Our Guide Don Mario:
When he was a boy, Don Mario loved exploring the mountains surrounding his home. He knew pretty much every cave, canyon and hillside, and came to know a lot about the surrounding area, even though he was just a boy. When the revolution happened, Don Mario and his family left Toro Toro to escape the danger and strife. However, they were one of the first families to return. There were only five families to start, and in the beginning they were so scared of each other that when they saw another person on the street, they would duck inside because they didn´t know who was friend and who was foe. Because there were so few people who had returned, people randomly took up positions of power, and the ‘mayor’ of the town assigned Don Mario as ‘guide’ because out of everyone left, he was the most knowledgeable person concerning the area. Coincidentally, a Yugoslavian paleontologist was passing through the area, and he asked Don Mario to show him around. On that tour, the paleontologist discovered dinosaur tracks in the mountains, and published a research paper that became internationally famous and put Toro Toro on the map. This encouraged more people to return and boosted the tourism industry.

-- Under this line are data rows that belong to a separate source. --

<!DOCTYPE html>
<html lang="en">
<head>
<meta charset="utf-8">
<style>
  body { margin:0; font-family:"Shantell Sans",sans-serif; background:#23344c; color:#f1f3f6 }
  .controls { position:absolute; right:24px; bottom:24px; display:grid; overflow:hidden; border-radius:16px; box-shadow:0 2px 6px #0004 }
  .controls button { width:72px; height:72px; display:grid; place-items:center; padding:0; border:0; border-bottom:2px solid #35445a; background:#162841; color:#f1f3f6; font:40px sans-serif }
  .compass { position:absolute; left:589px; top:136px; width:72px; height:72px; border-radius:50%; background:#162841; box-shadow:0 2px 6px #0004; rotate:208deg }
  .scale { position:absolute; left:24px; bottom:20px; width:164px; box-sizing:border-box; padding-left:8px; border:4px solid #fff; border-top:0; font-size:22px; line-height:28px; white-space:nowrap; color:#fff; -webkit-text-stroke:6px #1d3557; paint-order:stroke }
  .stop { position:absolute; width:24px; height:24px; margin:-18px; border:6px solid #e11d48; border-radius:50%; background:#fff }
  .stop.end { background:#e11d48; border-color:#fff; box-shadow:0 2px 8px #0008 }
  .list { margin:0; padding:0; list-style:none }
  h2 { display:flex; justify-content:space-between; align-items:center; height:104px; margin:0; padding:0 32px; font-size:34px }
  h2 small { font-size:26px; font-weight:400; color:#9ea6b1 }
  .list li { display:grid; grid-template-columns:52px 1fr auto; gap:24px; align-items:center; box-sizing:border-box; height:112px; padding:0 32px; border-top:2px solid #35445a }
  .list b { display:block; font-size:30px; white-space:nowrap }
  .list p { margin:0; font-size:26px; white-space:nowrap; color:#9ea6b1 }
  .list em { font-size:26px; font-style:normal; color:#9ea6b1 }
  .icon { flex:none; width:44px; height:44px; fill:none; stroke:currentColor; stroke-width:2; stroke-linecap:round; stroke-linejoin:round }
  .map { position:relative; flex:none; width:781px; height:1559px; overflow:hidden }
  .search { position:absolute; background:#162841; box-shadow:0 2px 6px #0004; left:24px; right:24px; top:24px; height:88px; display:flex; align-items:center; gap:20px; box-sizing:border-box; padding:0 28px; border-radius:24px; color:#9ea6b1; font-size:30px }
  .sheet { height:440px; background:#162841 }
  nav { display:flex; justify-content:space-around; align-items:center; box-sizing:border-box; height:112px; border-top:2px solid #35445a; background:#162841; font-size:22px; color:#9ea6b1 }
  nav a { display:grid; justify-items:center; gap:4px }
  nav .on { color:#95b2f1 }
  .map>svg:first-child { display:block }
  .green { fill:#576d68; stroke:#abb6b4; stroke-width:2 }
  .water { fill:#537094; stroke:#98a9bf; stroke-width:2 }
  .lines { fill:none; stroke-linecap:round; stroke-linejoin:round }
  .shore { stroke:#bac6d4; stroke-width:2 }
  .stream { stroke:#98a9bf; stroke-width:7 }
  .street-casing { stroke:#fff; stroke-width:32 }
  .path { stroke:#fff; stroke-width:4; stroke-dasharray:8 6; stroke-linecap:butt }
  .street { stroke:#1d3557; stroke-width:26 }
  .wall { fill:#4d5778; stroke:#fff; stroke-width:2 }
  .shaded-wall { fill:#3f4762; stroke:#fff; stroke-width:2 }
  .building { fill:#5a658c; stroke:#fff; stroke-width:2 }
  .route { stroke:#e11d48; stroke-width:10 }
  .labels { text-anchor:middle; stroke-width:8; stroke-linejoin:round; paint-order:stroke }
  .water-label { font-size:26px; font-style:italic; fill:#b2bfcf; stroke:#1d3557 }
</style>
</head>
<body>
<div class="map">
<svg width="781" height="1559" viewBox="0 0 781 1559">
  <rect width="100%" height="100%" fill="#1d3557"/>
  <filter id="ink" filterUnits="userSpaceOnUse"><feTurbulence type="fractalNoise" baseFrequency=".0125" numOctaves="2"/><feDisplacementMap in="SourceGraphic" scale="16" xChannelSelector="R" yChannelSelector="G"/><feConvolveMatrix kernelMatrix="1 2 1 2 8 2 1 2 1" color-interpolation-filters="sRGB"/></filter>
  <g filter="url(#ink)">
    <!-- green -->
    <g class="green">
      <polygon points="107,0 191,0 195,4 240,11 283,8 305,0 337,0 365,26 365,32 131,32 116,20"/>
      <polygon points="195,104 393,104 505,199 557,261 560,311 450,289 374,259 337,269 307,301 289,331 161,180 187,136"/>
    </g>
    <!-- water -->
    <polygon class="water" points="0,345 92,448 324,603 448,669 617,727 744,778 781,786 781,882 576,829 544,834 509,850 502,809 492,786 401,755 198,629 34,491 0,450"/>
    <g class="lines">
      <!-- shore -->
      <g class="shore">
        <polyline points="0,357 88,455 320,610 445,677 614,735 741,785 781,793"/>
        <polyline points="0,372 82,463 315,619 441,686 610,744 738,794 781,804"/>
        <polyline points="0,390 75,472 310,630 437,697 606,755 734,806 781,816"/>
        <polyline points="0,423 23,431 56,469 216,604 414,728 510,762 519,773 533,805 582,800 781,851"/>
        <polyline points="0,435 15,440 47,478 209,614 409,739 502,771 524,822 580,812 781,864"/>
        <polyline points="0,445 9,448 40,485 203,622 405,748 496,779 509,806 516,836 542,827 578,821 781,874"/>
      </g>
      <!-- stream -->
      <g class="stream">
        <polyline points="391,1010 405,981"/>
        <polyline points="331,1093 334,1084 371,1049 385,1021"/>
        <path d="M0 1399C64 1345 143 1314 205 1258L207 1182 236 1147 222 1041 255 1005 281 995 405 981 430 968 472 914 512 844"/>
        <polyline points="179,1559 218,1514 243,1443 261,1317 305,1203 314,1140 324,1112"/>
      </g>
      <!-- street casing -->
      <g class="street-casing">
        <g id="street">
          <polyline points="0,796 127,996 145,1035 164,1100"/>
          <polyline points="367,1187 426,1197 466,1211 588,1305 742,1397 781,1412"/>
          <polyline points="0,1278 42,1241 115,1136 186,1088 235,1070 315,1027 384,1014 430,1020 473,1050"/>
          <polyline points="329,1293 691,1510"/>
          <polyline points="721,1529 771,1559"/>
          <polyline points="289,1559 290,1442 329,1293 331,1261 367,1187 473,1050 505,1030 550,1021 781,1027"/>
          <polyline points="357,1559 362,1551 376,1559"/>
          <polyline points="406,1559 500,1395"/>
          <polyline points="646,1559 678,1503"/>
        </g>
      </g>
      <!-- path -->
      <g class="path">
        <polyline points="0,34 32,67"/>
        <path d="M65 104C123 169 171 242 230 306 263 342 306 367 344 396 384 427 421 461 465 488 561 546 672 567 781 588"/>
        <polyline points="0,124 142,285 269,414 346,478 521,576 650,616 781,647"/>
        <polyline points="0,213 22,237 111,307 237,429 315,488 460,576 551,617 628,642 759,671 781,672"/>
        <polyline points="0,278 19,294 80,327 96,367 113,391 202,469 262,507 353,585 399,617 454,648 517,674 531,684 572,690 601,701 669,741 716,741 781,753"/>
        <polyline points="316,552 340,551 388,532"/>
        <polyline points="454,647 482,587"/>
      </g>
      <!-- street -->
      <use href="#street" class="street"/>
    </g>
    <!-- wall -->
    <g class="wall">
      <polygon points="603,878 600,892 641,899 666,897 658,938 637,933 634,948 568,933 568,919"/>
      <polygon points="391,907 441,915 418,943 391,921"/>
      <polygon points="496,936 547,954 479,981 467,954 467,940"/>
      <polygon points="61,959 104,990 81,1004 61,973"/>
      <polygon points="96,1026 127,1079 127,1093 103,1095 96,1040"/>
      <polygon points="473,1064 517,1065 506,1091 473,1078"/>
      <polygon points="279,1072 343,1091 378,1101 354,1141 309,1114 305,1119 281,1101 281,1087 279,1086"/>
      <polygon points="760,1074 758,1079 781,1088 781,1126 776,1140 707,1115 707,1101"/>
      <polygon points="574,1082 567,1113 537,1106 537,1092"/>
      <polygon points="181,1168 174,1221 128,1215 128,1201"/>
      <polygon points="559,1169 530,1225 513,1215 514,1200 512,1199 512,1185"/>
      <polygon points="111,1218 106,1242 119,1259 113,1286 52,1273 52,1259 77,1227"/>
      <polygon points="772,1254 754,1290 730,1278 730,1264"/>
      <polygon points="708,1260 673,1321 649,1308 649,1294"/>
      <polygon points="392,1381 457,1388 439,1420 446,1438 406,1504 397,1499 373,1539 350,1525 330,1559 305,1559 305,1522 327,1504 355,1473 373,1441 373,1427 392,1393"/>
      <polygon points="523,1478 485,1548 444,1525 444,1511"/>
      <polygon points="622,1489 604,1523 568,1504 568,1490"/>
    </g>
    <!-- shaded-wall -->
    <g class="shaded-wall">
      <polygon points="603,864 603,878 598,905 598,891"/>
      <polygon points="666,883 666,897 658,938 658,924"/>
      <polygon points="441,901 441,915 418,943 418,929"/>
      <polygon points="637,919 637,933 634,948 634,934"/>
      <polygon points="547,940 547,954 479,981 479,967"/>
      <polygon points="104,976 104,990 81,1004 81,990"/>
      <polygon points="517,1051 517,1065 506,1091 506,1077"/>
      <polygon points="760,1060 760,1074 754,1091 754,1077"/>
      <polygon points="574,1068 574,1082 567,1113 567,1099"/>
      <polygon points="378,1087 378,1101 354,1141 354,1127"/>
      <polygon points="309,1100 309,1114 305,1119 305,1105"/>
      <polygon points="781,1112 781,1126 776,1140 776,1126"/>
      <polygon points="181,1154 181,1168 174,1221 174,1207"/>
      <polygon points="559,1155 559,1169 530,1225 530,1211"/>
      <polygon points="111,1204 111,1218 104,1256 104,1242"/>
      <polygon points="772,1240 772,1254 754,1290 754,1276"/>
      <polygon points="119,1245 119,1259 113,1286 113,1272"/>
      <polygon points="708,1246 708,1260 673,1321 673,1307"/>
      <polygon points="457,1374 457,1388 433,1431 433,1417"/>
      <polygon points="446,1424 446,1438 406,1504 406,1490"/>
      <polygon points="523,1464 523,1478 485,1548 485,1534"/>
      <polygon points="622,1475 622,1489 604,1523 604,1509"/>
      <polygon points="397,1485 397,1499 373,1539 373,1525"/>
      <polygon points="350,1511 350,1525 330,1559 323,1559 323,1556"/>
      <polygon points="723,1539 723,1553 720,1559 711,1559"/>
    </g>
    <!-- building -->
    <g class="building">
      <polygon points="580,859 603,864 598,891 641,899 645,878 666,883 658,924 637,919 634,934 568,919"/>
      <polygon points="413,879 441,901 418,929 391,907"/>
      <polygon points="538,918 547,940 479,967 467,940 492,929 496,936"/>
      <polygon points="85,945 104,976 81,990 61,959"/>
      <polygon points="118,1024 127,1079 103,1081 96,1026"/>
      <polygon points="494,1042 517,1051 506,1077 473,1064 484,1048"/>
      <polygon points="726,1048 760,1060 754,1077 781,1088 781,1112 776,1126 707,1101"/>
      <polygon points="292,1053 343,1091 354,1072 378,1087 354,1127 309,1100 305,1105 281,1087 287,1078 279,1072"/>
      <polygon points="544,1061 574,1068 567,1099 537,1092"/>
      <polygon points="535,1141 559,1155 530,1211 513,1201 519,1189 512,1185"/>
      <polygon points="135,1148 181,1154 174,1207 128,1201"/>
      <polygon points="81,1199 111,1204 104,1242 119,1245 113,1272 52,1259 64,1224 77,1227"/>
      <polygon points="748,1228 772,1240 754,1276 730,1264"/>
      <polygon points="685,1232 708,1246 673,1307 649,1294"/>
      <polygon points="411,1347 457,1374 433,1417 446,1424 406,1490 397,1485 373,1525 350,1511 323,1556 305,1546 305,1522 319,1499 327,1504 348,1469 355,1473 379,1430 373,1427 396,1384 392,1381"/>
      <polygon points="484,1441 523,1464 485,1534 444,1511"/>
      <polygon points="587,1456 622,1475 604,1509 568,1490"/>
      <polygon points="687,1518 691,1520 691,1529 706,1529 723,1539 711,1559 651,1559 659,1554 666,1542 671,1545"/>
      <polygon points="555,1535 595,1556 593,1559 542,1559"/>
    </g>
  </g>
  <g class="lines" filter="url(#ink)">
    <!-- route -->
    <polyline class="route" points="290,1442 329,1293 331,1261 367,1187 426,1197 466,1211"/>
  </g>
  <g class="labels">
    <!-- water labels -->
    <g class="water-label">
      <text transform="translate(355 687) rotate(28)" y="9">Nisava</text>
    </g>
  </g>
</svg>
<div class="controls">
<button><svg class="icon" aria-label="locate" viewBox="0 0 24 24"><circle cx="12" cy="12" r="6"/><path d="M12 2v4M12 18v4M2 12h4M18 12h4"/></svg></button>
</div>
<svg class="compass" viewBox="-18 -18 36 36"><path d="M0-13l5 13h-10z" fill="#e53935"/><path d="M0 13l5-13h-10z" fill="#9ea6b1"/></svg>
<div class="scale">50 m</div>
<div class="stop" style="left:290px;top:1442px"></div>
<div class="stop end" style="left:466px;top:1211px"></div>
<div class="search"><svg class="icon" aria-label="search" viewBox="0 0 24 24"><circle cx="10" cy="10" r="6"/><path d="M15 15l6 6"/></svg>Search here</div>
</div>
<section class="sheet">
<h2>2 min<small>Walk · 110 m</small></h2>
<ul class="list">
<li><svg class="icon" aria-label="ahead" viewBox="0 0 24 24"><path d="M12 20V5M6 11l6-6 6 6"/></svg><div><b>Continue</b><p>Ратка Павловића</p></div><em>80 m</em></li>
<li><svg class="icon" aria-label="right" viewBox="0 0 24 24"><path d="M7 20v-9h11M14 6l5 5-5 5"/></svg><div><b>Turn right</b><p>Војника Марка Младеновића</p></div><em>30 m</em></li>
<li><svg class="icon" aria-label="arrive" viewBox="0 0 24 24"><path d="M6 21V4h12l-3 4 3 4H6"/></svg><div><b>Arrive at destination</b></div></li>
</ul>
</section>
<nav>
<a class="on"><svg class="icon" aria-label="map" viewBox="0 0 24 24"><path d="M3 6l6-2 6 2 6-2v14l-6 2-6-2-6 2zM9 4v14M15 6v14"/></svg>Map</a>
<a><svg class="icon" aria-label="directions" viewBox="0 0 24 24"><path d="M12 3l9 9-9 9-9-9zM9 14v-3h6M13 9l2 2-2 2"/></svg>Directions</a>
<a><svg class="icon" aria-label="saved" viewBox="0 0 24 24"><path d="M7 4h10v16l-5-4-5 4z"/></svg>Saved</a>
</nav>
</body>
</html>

In the beginning of his touring days, Don Mario would not charge money because money was basically useless in the area due to the wars. Instead, if any of the tourists had any meat, he would ask that they give that to him because in those days, the people of Toro Toro only ate meat 2-3 times a year, and the nutrition was relatively poor. So in that way, Don Mario was able to survive and prosper by guiding tourists through the mountains and stoney labyrinths within Toro Toro.
Making a National Park:
Our guide Don Mario was one of the first instigators in the movement to make Toro Toro a national park. His goal was to protect the people living inside and also to preserve the area for future generations. He said that he didn’t understand much of the bureaucracy in making Toro Toro a national park, but he encouraged the movement all the same, and by 1988, Toro Toro was officially made into a national park. He is very proud of this because it was the people who made this happen, and it wasn’t just dictated by the government.
Gratuity and Reflections:
We were very honored to have Don Mario as our guide, and we saw many places that are usually closed off to tourists because he was our guide. We had no idea that he was one of the instigators in making Toro Toro a national park, so it was incredibly eye-opening to hear about his personal connection to the park and his subsequent involvement. We feel very grateful to have had such a wise person as our guide, and we wish him and his daughter Lina (who was our secondary guide and in her second year of university) buenas suerte for the future.